**Your objective**
Could you set down exactly the lines of the data below, starting at the one that holds "function write(font, color, halo, rows, align" and ending at the one that holds "ctx.translate(x, y);", both included, and only those?

[Collected data]
Segment Open
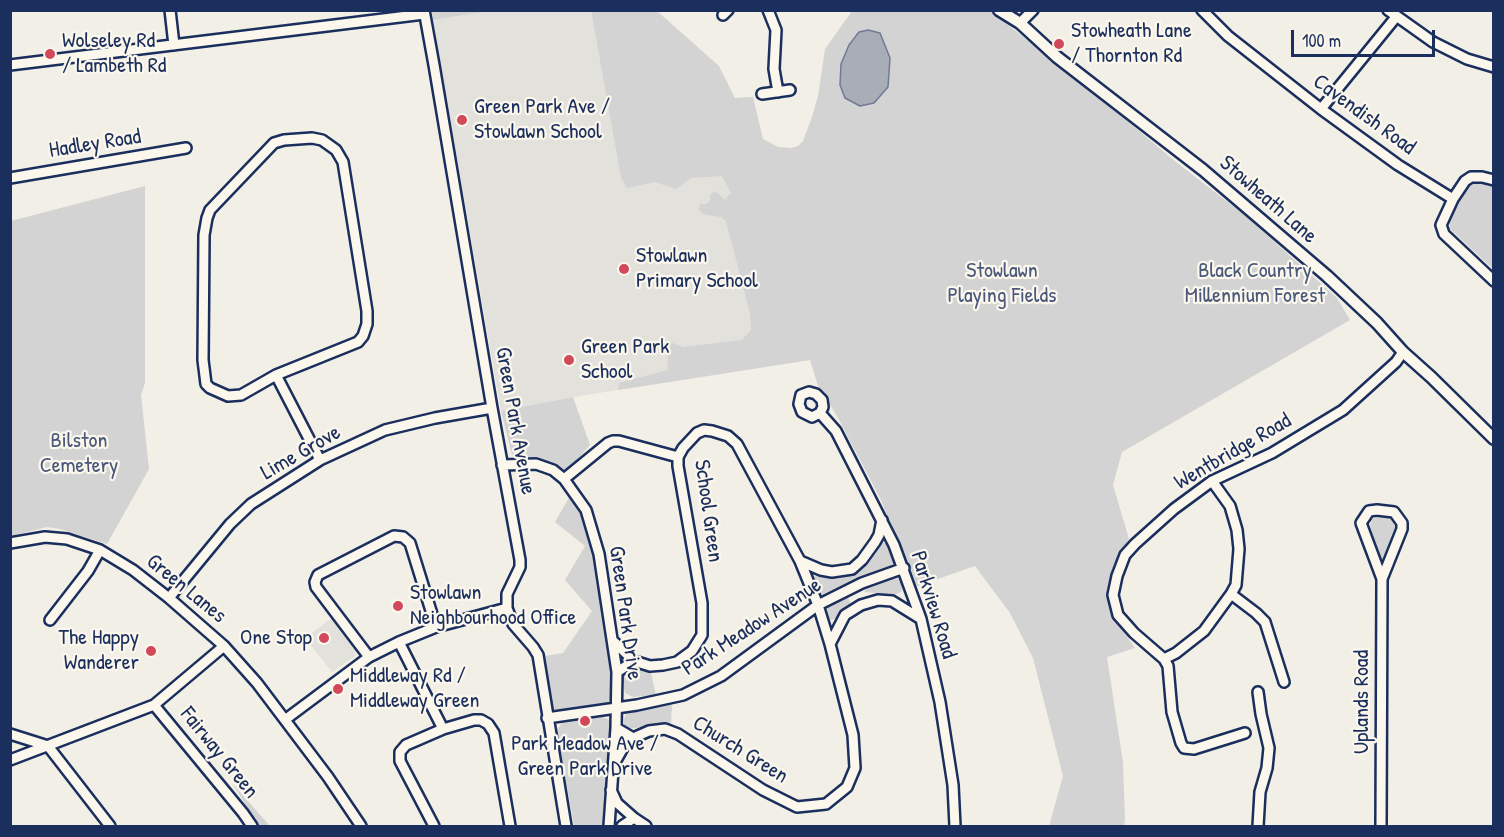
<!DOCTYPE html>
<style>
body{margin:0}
#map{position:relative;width:1504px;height:837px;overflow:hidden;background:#f2efe6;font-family:"Patrick Hand",sans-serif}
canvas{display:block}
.frame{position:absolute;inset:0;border:12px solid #1b2f5e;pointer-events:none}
.scale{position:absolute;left:1291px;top:30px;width:144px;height:27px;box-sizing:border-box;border:3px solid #1b2f5e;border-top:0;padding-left:8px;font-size:18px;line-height:21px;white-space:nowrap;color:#1b2f5e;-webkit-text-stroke:4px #fbf7ec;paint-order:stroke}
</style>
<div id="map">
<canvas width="1504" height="837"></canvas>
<div class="frame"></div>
<div class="scale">100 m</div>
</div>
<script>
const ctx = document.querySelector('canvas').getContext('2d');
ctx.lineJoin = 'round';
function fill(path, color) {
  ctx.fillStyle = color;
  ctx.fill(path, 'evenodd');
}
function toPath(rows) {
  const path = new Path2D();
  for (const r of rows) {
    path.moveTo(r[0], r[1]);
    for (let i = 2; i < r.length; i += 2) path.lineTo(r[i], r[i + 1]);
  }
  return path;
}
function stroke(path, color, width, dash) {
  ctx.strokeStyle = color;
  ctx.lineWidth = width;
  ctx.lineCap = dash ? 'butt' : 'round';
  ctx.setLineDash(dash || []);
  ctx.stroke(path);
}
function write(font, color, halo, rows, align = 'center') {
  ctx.font = font + ' "Patrick Hand",sans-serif';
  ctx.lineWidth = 4.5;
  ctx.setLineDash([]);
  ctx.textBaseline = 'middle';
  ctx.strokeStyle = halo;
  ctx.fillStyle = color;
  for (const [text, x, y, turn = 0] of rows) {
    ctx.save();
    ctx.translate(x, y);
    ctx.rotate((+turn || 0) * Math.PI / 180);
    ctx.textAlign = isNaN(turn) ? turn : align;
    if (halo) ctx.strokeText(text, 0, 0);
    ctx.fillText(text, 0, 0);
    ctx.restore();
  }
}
const built = toPath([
 [490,11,591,11,621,178,724,159,810,360,573,397,501,411,433,20],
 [332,618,355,651,355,656,332,672,305,638]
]);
const green = toPath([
 [432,11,432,10,490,11,433,20],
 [591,11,657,11,719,66,735,98,753,97,763,139,778,147,791,148,798,146,803,141,812,117,818,96,825,49,852,11,991,11,1101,99,1176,162,1247,217,1337,298,1350,320,1122,452,1113,485,1129,539,1119,554,1112,570,1109,593,1114,617,1135,648,1107,657,1123,763,1125,820,1124,826,1049,826,1063,776,1033,658,1010,613,975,566,915,587,881,500,837,416,818,386,810,360,618,390,619,383,668,370,667,341,684,347,742,340,751,330,750,313,726,221,721,217,702,214,699,209,700,204,707,204,710,200,710,195,715,191,725,200,731,193,722,176,691,178,676,189,655,182,627,188,621,178],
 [1477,182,1493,186,1493,269,1449,228,1451,216,1470,185],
 [145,186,145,383,141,395,149,469,107,544,60,529,47,527,11,536,11,221],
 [573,397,590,445,567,471,537,457,519,457,512,455,501,411],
 [570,496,582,512,596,558,613,695,610,701,604,705,558,711,553,708,545,656,563,653,592,611,565,580,585,546,555,522],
 [1386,516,1398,522,1397,530,1382,564,1370,526,1372,519],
 [883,543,888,543,895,561,890,567,851,581,819,596,815,590,813,579,816,575,827,575,861,566,876,553,880,544],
 [891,578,899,579,903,587,901,592,894,595,865,592,864,588],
 [848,597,852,606,837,618,831,620,825,616,826,606,841,598],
 [641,668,651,673,656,695,633,697,625,693,623,684,624,675,631,670],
 [672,704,671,725,658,725,627,729,624,726,624,719,626,714],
 [602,717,610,720,611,736,605,826,574,826,557,730,562,723],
 [232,783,270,826,259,826]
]);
const water = toPath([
 [868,30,880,33,890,58,888,87,874,103,860,106,845,98,840,85,841,64,849,45,859,32,868,30]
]);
const minor = toPath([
 [170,10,174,45],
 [424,10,434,65,492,408,520,560,520,567,507,594,507,608,513,624,533,647,538,655,566,826],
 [768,10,776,30,774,69,778,92],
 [1202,10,1228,36,1321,109,1398,165,1453,199],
 [1388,10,1433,42,1467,59,1494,67],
 [723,15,728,10],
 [1020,23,1033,10],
 [10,65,424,14],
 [762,94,790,90],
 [1321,109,1396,17],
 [10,178,186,148],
 [1494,180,1482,177,1471,177,1465,181,1453,199,1441,225,1444,234,1494,281],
 [276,375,358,342,363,336,367,324,367,311,343,162,336,150,322,140,312,138,284,140,274,143,210,210,207,218,204,235,203,360,206,384,210,388,228,396,241,395,276,375,320,460],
 [820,413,823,407,822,400,816,394,809,392,801,395,799,404,802,412,812,417,820,413,836,431,894,545,921,619,940,702,953,785,955,826],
 [502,465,536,464,553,470,564,479,586,510,599,554,617,672,616,728,609,826],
 [564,479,608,443,613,441,619,441,678,457],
 [1212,481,1230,506,1237,530,1239,549,1236,585,1231,594,1204,631,1176,653,1164,659,1168,666,1172,712,1181,743,1184,748,1194,749,1245,733],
 [10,543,45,537,67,539,100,550,133,570,169,598,224,646,257,683,328,777,361,826],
 [800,561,821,570,832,572,852,569,862,560,875,542,879,535,882,520],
 [1231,594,1256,613,1265,622,1284,682],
 [169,598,230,524,251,504,320,460,385,430,435,418,492,408],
 [50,620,88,571,100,550],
 [612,640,634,661],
 [399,642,443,729],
 [830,644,845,615,861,605,878,600,892,601,921,619],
 [369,657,316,587,315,582,318,575,394,536,403,537,410,543,436,627],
 [1164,659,1134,633,1118,615,1113,595,1117,576,1125,555,1135,544,1174,509,1212,481,1272,453,1343,410,1396,362,1403,352],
 [1258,692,1261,714,1269,748,1267,768,1260,792,1258,826],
 [154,705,243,813,252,826],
 [547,718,637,705,683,695,721,676,818,605,862,583,904,568],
 [286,719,369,657,399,642,436,627,507,608],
 [616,728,633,738,649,731,665,729,678,734,763,790,797,807,826,804,847,787,855,768,853,735,830,644,818,605,800,561,737,444,728,436,712,431,704,430,697,433,683,448,678,457,678,466,702,603,702,635,692,651,677,662,663,665,650,666,634,661,617,672],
 [10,734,48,746,110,826],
 [10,760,154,705,224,646],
 [615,762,624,746,633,738],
 [611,790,617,803,634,818],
 [434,826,400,761,400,752,406,745,443,729,474,720,481,720,488,724,494,733,510,826],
 [622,826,634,818,646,826],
 [1381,826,1382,579,1361,523,1369,511,1377,510,1394,512,1402,523,1402,529,1382,579]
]);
const tertiary = toPath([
 [999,10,1020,23,1057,57,1203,170,1327,276,1377,323,1403,352,1431,377,1494,439]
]);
const markers = [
 [1059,44,6,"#d1495b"],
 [50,54,6,"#d1495b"],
 [462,120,6,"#d1495b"],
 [624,269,6,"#d1495b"],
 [569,360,6,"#d1495b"],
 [398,606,6,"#d1495b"],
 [324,638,6,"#d1495b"],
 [151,651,6,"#d1495b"],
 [338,689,6,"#d1495b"],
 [585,721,6,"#d1495b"]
];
const poiNames = [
 ["Stowheath Lane",1071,31],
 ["/ Thornton Rd",1071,56],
 ["Wolseley Rd",62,41],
 ["/ Lambeth Rd",62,66],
 ["Green Park Ave /",474,107],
 ["Stowlawn School",474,132],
 ["Stowlawn",636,256],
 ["Primary School",636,281],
 ["Green Park",581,347],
 ["School",581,372],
 ["Stowlawn",410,593],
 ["Neighbourhood Office",410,618],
 ["The Happy",139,638,"right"],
 ["Wanderer",139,663,"right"],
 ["One Stop",312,638,"right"],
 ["Middleway Rd /",350,676],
 ["Middleway Green",350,701],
 ["Park Meadow Ave /",585,744,"center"],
 ["Green Park Drive",585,769,"center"]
];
const streetNames = [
 ["Cavendish Road",1364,115,36],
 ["Hadley Road",95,144,-9],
 ["Stowheath Lane",1268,200,41],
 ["Green Park Avenue",515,421,80],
 ["Wentbridge Road",1233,452,-30],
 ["Lime Grove",301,453,-30],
 ["School Green",708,511,82],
 ["Green Lanes",186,589,39],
 ["Parkview Road",933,605,73],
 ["Green Park Drive",625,613,82],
 ["Park Meadow Avenue",752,627,-33],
 ["Uplands Road",1362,702,-90],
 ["Church Green",740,750,32],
 ["Fairway Green",219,753,51]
];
const parkNames = [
 ["Stowlawn",1002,271],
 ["Playing Fields",1002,296],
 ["Black Country",1255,271],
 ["Millennium Forest",1255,296],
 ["Bilston",79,441],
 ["Cemetery",79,466]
];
fill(built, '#e2e1dc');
fill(green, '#d2d3d2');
fill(water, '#a9adb7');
stroke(water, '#707b93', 1.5);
stroke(minor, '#1b2f5e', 14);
stroke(tertiary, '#1b2f5e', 15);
stroke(minor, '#fbf7ec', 9);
stroke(tertiary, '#fbf7ec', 10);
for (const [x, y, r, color] of markers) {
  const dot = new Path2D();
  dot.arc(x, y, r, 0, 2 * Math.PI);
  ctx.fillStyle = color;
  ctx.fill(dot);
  stroke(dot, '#fbf7ec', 2);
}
write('22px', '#1b2f5e', '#fbf7ec', poiNames, 'left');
write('22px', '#1b2f5e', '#fbf7ec', streetNames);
write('22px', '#49587b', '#fbf7ec', parkNames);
</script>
Segment Closed
**Response to the task**
function write(font, color, halo, rows, align = 'center') {
  ctx.font = font + ' "Patrick Hand",sans-serif';
  ctx.lineWidth = 4.5;
  ctx.setLineDash([]);
  ctx.textBaseline = 'middle';
  ctx.strokeStyle = halo;
  ctx.fillStyle = color;
  for (const [text, x, y, turn = 0] of rows) {
    ctx.save();
    ctx.translate(x, y);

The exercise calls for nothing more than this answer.